§ What you should do
Where pictures appear, omit them, and copy exactly only the lines from the start of the listing through the line containing "M175 449 191 537 136 547 121 459Z", both included.

§ Dataset entries
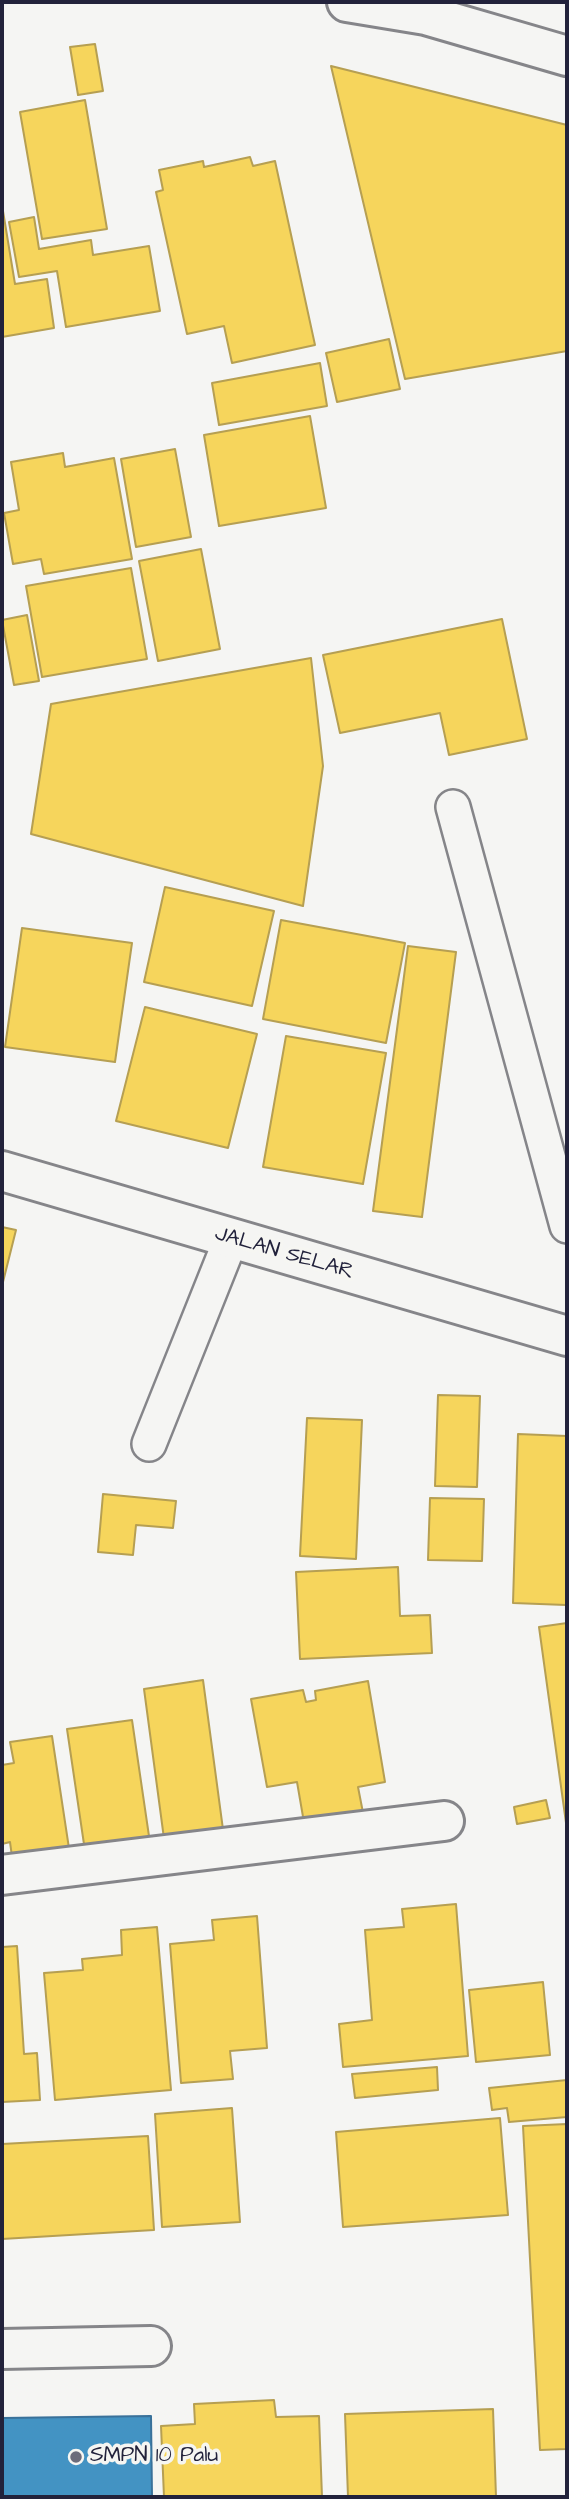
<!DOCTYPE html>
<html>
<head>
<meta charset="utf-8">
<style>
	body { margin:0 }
	#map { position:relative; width:569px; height:2499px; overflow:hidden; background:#f5f5f3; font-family:"Architects Daughter",sans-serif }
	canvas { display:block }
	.frame { position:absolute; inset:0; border:4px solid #22223b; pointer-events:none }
</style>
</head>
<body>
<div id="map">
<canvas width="569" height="2499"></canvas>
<div class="frame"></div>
</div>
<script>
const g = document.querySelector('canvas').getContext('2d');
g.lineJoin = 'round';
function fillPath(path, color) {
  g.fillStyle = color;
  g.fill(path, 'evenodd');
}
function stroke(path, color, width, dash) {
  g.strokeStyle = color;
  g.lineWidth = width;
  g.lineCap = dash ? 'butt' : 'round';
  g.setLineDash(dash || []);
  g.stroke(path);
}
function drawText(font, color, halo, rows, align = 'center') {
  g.font = font + ' "Architects Daughter",sans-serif';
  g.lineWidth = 7;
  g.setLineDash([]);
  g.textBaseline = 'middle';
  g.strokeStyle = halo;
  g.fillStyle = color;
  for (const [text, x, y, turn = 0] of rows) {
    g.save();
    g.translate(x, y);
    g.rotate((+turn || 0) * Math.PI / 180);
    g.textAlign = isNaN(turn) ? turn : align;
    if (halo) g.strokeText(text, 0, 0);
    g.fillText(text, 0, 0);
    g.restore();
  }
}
const homes = new Path2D(`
	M95 44 103 91 78 95 70 47Z
	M331 66 567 125V351L405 379Z
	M85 100 107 229 42 239 20 112Z
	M250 157 253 166 275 161 315 345 232 363 224 326 187 334 156 192 163 190 159 170 203 161 204 167Z
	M2 205 15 284 47 279 54 328 2 337Z
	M34 217 39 249 91 240 93 255 149 246 160 311 66 327 57 271 19 277 9 222Z
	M389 339 400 389 337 402 326 353Z
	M320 363 327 406 219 425 212 383Z
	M310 416 326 508 219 526 204 435Z
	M175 449 191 537 136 547 121 459Z
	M63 453 65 467 114 458 132 559 44 574 41 559 13 564 4 513 19 510 11 462Z
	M201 549 220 649 158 661 139 561Z
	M131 568 147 659 42 677 26 586Z
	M27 615 39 681 14 685 2 620Z
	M502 619 527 739 449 755 440 713 340 733 323 655Z
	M311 658 323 766 303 906 31 834 51 704Z
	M165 887 274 911 252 1006 144 982Z
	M281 920 405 943 386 1043 263 1019Z
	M22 928 132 943 115 1062 5 1047Z
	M408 946 456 952 422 1217 373 1211Z
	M145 1007 257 1034 228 1148 116 1121Z
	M286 1036 386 1053 363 1184 263 1167Z
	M2 1227 16 1230 2 1286Z
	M438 1395 480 1396 477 1487 435 1486Z
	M307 1418 362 1420 356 1559 300 1556Z
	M518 1434 567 1436 566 1605 513 1603Z
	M103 1494 176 1501 173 1528 136 1525 133 1555 98 1552Z
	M430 1498 484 1499 482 1561 428 1560Z
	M398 1567 400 1616 430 1615 432 1653 300 1659 296 1572Z
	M567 1623V1830L539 1627Z
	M203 1680 224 1837 165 1846 144 1689Z
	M368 1681 385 1782 358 1787 365 1823 306 1834 297 1782 267 1787 251 1699 303 1690 306 1702 316 1700 315 1691Z
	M132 1720 150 1843 85 1851 67 1729Z
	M52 1736 70 1855 13 1864 10 1842 2 1844V1765L14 1763 10 1742Z
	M546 1800 550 1818 517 1824 514 1807Z
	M456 1904 468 2056 343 2067 339 2024 372 2020 365 1930 404 1927 402 1909Z
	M257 1916 267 2048 230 2051 233 2079 181 2083 170 1944 214 1940 212 1920Z
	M157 1927 171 2090 55 2100 44 1973 83 1970 82 1959 122 1955 121 1930Z
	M17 1946 24 2054 37 2053 40 2100 2 2102V1947Z
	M543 1982 550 2055 476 2062 469 1990Z
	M437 2067 438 2090 355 2098 352 2074Z
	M567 2080V2117L509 2122 507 2108 492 2110 489 2088Z
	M232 2108 240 2222 162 2227 155 2114Z
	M500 2118 508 2215 343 2227 336 2132Z
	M567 2124V2449L540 2450 523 2126Z
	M148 2136 154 2230 2 2239V2144Z
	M274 2400 276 2417 319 2416 322 2497H164L161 2426 195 2424 194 2404Z
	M493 2409 496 2497H348L345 2414Z`);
fillPath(homes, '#f6d55c');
stroke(homes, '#b69f52', 2);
const schools = new Path2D(`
	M151 2416 152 2497H2V2418Z`);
fillPath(schools, '#4393c3');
stroke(schools, '#39719a', 2);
const service = new Path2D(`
	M453 807 567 1226
	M149 1444 231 1239`);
const minor = new Path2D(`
	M347 2 426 15 567 56
	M2 1171 567 1336
	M2 1875 444 1821
	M2 2349 151 2346`);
stroke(service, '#858589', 38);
stroke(minor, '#858589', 44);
stroke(service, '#f5f5f3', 33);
stroke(minor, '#f5f5f3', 38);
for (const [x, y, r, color] of [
	[76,2457,7,"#6c6c7b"]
]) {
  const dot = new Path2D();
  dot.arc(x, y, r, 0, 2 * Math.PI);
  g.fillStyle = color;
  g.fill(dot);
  stroke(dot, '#f6f6f2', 2.5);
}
drawText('21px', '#22223b', '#f6f6f2', [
	["JALAN SELAR",284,1254,16]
]);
drawText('21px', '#22223b', '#f6f6f2', [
	["SMPN 10 Palu",90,2457]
], 'left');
</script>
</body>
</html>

§ Result of the task
<!DOCTYPE html>
<html>
<head>
<meta charset="utf-8">
<style>
	body { margin:0 }
	#map { position:relative; width:569px; height:2499px; overflow:hidden; background:#f5f5f3; font-family:"Architects Daughter",sans-serif }
	canvas { display:block }
	.frame { position:absolute; inset:0; border:4px solid #22223b; pointer-events:none }
</style>
</head>
<body>
<div id="map">
<canvas width="569" height="2499"></canvas>
<div class="frame"></div>
</div>
<script>
const g = document.querySelector('canvas').getContext('2d');
g.lineJoin = 'round';
function fillPath(path, color) {
  g.fillStyle = color;
  g.fill(path, 'evenodd');
}
function stroke(path, color, width, dash) {
  g.strokeStyle = color;
  g.lineWidth = width;
  g.lineCap = dash ? 'butt' : 'round';
  g.setLineDash(dash || []);
  g.stroke(path);
}
function drawText(font, color, halo, rows, align = 'center') {
  g.font = font + ' "Architects Daughter",sans-serif';
  g.lineWidth = 7;
  g.setLineDash([]);
  g.textBaseline = 'middle';
  g.strokeStyle = halo;
  g.fillStyle = color;
  for (const [text, x, y, turn = 0] of rows) {
    g.save();
    g.translate(x, y);
    g.rotate((+turn || 0) * Math.PI / 180);
    g.textAlign = isNaN(turn) ? turn : align;
    if (halo) g.strokeText(text, 0, 0);
    g.fillText(text, 0, 0);
    g.restore();
  }
}
const homes = new Path2D(`
	M95 44 103 91 78 95 70 47Z
	M331 66 567 125V351L405 379Z
	M85 100 107 229 42 239 20 112Z
	M250 157 253 166 275 161 315 345 232 363 224 326 187 334 156 192 163 190 159 170 203 161 204 167Z
	M2 205 15 284 47 279 54 328 2 337Z
	M34 217 39 249 91 240 93 255 149 246 160 311 66 327 57 271 19 277 9 222Z
	M389 339 400 389 337 402 326 353Z
	M320 363 327 406 219 425 212 383Z
	M310 416 326 508 219 526 204 435Z
	M175 449 191 537 136 547 121 459Z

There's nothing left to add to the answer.